In a statement about talks on Sunday between international envoy Lakhdar Brahimi and Russian and U.S. officials, the Foreign Ministry reiterated calls for an end to violence and the start of talks on "the parameters of a transition period".
It said Russia "stressed that fundamental decisions about reforming Syria's political system ... must be made by Syrians themselves, without outside interference or attempts to force prepared recipes for socio-political development" on them.
The United States and its NATO allies have pressed for Assad's departure as part of efforts to end the bloodshed in Syria, but Russia and China have blocked action against the Syrian leader at the U.N. Security Council.

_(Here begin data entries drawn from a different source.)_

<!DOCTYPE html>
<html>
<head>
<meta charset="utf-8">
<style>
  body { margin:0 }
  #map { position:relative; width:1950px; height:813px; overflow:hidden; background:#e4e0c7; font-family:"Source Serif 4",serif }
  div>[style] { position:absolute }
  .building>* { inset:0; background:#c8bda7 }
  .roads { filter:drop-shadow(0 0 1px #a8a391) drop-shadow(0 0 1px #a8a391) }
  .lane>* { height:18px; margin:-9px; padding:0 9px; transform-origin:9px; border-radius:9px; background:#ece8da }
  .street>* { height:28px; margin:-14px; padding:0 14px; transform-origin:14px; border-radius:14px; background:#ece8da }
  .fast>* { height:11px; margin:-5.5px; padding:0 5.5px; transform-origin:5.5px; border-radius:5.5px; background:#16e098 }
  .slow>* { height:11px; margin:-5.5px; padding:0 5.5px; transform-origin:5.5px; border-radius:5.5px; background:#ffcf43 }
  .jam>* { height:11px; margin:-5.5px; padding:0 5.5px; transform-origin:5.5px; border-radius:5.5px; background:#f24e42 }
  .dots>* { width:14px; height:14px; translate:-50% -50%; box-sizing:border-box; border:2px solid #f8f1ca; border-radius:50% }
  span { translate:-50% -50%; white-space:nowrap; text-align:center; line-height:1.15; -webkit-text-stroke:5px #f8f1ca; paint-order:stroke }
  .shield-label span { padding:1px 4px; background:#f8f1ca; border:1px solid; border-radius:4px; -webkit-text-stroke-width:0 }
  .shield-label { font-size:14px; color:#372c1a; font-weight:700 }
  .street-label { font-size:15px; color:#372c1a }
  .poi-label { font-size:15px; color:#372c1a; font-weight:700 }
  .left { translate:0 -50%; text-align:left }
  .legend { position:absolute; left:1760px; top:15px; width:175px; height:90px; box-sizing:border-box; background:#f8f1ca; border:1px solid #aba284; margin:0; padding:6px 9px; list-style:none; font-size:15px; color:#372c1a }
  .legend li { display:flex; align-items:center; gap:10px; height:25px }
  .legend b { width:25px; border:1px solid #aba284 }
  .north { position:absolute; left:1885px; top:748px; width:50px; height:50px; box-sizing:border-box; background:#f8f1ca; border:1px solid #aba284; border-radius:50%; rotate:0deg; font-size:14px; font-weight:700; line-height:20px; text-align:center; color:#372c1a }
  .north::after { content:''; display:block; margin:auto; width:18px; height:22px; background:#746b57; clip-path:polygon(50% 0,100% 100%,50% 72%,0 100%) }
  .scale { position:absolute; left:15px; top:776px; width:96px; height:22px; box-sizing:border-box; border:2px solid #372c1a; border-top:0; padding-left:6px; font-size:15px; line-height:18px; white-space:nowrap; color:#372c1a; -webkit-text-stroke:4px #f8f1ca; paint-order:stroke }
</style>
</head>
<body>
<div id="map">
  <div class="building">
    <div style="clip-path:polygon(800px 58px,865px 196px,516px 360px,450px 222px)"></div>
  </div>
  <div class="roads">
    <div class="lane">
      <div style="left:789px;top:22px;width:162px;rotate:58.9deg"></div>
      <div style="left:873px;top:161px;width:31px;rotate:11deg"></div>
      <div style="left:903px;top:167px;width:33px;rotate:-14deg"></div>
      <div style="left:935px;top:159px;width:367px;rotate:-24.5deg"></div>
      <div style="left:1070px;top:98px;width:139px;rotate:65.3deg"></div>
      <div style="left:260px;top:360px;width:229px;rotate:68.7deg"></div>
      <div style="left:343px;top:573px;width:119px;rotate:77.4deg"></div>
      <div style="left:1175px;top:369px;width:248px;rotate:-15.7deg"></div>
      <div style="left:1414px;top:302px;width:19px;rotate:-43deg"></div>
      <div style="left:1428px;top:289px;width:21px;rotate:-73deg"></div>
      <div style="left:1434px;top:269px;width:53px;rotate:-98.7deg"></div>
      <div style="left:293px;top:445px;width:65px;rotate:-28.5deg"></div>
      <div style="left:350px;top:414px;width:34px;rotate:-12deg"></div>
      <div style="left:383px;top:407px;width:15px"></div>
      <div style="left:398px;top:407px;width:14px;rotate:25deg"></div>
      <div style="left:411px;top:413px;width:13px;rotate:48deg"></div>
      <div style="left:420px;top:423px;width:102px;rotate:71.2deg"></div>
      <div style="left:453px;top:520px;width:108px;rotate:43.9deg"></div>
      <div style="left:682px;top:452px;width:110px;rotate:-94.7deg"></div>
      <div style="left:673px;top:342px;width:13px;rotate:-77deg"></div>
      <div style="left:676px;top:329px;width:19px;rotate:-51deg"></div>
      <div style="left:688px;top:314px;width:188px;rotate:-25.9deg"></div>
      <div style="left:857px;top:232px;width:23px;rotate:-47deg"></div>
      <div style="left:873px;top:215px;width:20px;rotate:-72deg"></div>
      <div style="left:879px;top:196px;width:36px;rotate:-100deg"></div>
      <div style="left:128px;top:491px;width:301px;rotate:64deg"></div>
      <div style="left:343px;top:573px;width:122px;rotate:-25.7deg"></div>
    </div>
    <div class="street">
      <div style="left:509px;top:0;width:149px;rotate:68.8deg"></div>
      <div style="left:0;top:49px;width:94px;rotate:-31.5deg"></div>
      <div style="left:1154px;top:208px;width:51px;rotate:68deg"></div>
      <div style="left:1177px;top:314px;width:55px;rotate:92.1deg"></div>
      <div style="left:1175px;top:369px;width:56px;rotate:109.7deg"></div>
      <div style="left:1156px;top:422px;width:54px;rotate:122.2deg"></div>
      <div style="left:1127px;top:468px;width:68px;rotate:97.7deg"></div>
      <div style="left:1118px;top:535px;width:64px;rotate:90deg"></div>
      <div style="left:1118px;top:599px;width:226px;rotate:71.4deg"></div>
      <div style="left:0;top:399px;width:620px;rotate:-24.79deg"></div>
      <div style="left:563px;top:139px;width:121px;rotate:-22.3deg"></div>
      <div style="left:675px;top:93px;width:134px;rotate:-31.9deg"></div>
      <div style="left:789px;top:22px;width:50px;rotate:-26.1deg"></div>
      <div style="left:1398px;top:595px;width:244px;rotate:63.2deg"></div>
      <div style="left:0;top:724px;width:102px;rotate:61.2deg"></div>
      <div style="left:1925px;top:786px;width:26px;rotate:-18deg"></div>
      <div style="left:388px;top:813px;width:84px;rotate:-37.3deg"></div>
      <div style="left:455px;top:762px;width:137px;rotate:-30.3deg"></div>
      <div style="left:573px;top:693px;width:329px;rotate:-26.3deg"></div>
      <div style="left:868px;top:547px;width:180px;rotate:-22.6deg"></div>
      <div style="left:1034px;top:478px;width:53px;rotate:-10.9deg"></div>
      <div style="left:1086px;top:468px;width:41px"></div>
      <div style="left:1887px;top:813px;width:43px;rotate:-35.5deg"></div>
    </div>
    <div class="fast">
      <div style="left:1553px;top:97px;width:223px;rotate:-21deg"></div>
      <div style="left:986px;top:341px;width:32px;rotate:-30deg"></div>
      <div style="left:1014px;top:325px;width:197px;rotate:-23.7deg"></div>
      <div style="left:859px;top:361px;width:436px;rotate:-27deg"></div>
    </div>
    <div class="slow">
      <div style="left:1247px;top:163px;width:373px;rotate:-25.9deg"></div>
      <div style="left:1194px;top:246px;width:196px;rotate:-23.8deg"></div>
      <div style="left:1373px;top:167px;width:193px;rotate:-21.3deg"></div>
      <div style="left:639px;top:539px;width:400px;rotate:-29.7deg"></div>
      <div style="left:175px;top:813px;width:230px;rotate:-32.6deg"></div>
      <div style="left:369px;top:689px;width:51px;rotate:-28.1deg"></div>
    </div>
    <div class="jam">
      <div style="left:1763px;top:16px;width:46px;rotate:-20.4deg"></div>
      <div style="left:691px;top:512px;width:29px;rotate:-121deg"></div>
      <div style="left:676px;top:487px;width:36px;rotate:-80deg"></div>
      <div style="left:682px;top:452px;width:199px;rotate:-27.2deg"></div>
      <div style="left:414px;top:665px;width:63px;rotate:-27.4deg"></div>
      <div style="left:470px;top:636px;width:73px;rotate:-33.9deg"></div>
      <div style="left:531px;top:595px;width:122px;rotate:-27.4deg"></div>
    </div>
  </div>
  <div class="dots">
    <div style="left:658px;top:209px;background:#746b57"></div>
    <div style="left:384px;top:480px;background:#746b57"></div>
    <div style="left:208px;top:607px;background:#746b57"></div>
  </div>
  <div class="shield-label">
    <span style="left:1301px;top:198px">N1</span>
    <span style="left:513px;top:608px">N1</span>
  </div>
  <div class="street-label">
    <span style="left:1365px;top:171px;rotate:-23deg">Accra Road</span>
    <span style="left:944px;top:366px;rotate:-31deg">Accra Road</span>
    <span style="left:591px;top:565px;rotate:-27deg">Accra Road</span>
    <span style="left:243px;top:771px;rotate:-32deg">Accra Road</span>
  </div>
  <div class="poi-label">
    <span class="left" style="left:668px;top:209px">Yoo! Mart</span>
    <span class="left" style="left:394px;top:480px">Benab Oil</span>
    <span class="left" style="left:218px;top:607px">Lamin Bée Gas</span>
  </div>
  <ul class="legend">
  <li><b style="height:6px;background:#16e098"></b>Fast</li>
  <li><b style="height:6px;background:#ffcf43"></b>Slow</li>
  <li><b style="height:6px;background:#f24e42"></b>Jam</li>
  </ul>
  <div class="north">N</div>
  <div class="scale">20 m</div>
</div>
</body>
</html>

The ministry statement called for an immediate end to violence and "the start of a national dialogue during which representatives of the Syrian government and opposition should discuss and agree parameters of a transition period."
The statement appeared intended to underline that Russia is committed to helping Brahimi seek a solution to the 21-month conflict that would includes talks on a political transition but also continues to oppose making Assad's exit a precondition.
Brahimi is seeking a solution based on a declaration issued on June 30 after international talks in Geneva which called for a transitional government.
The proposal foundered at the time over the issue of Assad's fate. Washington said the declaration sent a clear signal that he should quit but Russia said it did nothing of the kind.
The Russian statement on Monday also signalled opposition to Western backing of the opposition Syrian National Coalition, which the United States could soon recognise as the sole representative of the Syrian people.